Increased risk of suicide after separation or divorce, York U prof finds
Treatments must recognize differences between men and women
TORONTO - Separated and divorced people are the most overrepresented group among suicides in Ontario, according to a York University professor who is researching a way to identify and help people most at risk as a result of estrangement.
“Estrangement from an intimate partner clearly increases the risk of suicide and attempted suicide,” says Sociology Professor Desmond Ellis, who conducts research at York University’s LaMarsh Centre for Research on Violence & Conflict Resolution. “In order to intervene effectively, we need tools to assess the risk of suicide and we need to design mechanisms to intervene. Both must be based on evidence about the biological and social differences between men and women.”
In 2006, there were 1,108 deaths in Ontario recorded as suicides by the Office of the Chief Coroner. Ellis analyzed data collected from the coroner’s files on 1,098 of those cases. He found that although separated and divorced people made up 10 per cent of the population of Ontario that year, they accounted for 25 per cent of the suicides. In contrast, married people made up 49 per cent of the population but less than 30 per cent of the total number who committed suicide. Single people made up 30 per cent of people over age 15 in Ontario, and accounted for 36 per cent of the suicides.
Analysis of the statistics confirmed research findings indicating that men are much more likely than women to commit suicide: females accounted for 25 per cent of the suicides in Ontario in 2006, while men made up 75 per cent. However, the statistics also revealed that among the separated or divorced group, the percentage of male suicides was even higher, at 81 per cent.
In contrast to males, females are much more likely to attempt to commit suicide: approximately three women try to kill themselves for every male attempt.

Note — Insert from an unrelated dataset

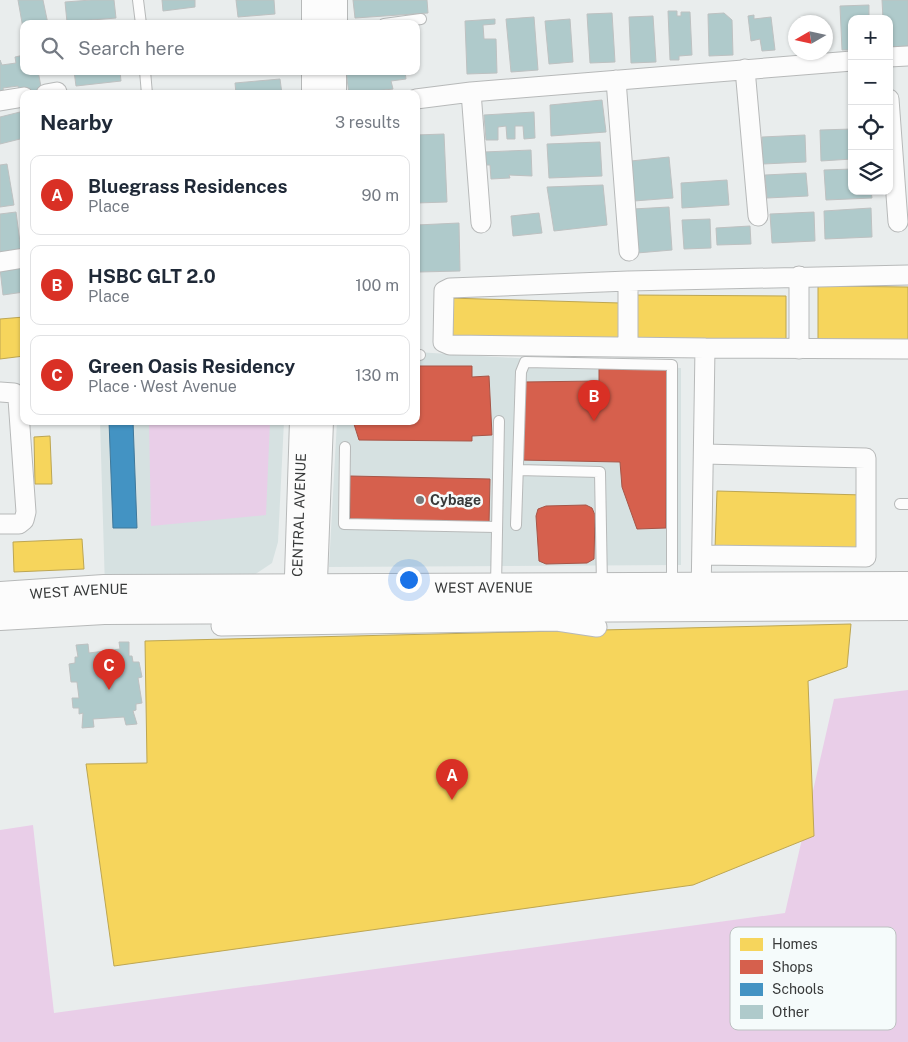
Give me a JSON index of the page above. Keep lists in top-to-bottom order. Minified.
{"streets":{"main road":["WEST AVENUE"],"street":["CENTRAL AVENUE"]},"crossings":[["CENTRAL AVENUE","WEST AVENUE"]],"places":["Cybage"],"legend":["Homes","Shops","Schools","Other"],"north":"left","page":{"map_buttons":["+","−"],"search":"Search here","heading":["Nearby","3 results"],"list":[{"mark":"A","name":"Bluegrass Residences","note":"Place","value":"90 m"},{"mark":"B","name":"HSBC GLT 2.0","note":"Place","value":"100 m"},{"mark":"C","name":"Green Oasis Residency","note":"Place · West Avenue","value":"130 m"}],"pins":["B","C","A"]}}
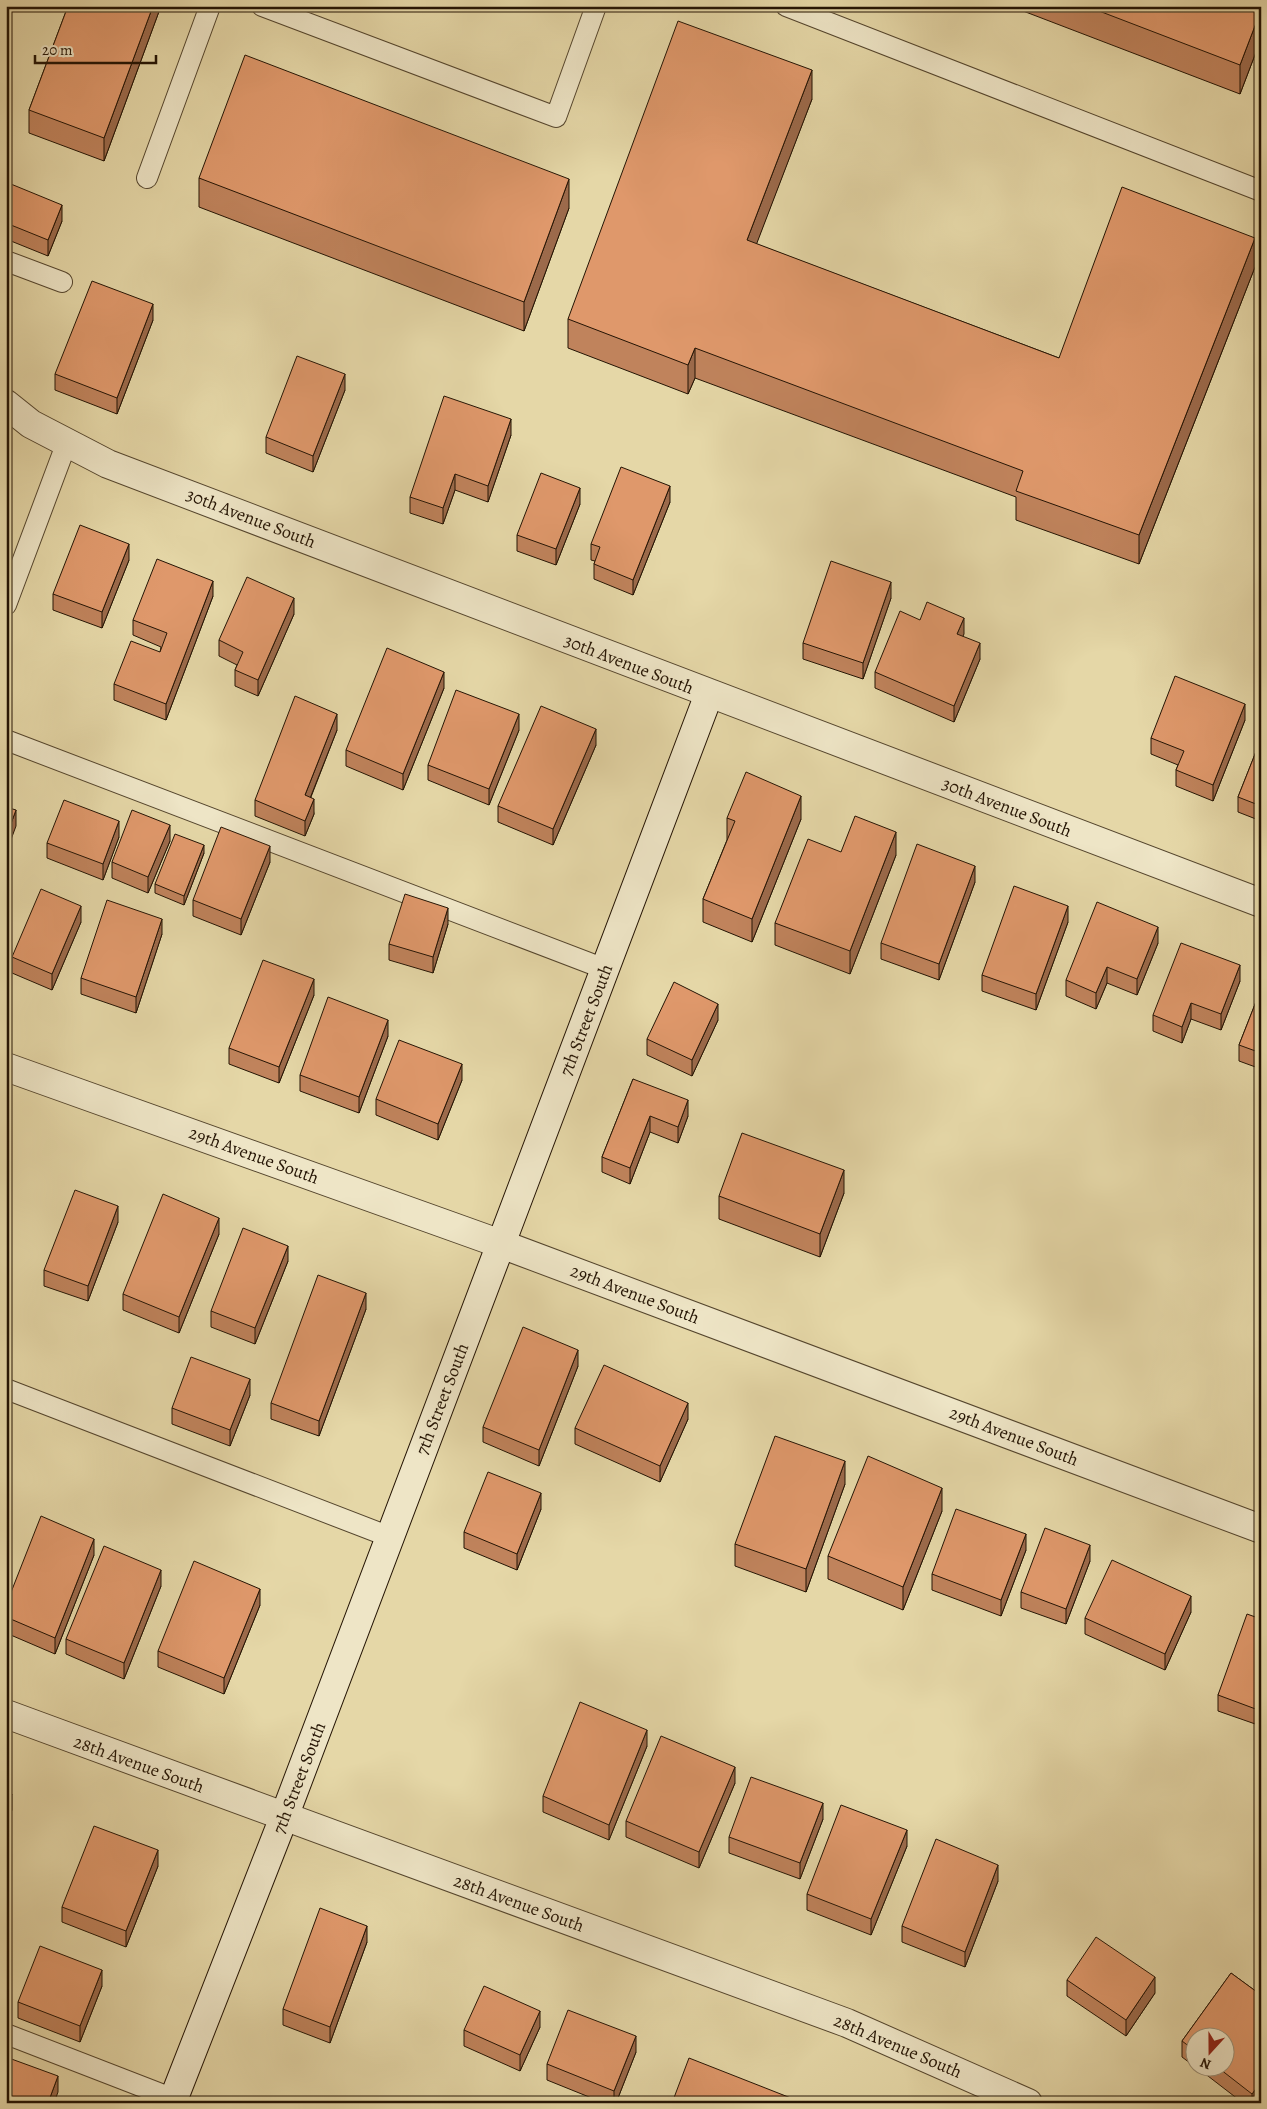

“Suicides and attempted suicides are preventable because they reflect constricted choices made by individuals,” says Ellis. “Many estranged men and women who make the decision to kill themselves or attempt to kill themselves have appeared before a family court judge, spoken with family law lawyers or divorce mediators, visited marriage counselors, emergency wards or their doctor. We need an evidence-based risk assessment/management instrument that counselors and others can use.”
There are a number of interventions that may be appropriate for people who are at risk for suicide because of estrangement, says Ellis. They include gender-resocialization, which for men focuses on changing attitudes toward such things as risk taking, suicide as a masculine solution to personal problems, and seeking help. For women, gender-resocialization intervention focuses on changing attitudes about self-harm generally and addressing the belief that attempting to commit suicide is a feminine solution to personal problems and/or, a way of seeking help. For both men and women, counselling for substance abuse, mental health issues, or domestic violence treatment programs aimed specifically at reducing control-motivated violence, may be appropriate, or referral to programs that focus on reducing the isolation an individual may be feeling. Gun exchange programs, to remove weapons from the homes of people who have already attempted to commit suicide, and conflict resolution programs may also be recommended.
Estrangement often culminates in separation and divorce, in which adversarial proceedings tend to escalate conflict. Participation in non-adversarial separation/ divorce proceedings such as divorce mediation tends to de-escalate conflict and promote collaboration, Ellis says, and would make a positive contribution towards decreasing the risk of suicide and attempted suicide by estranged partners.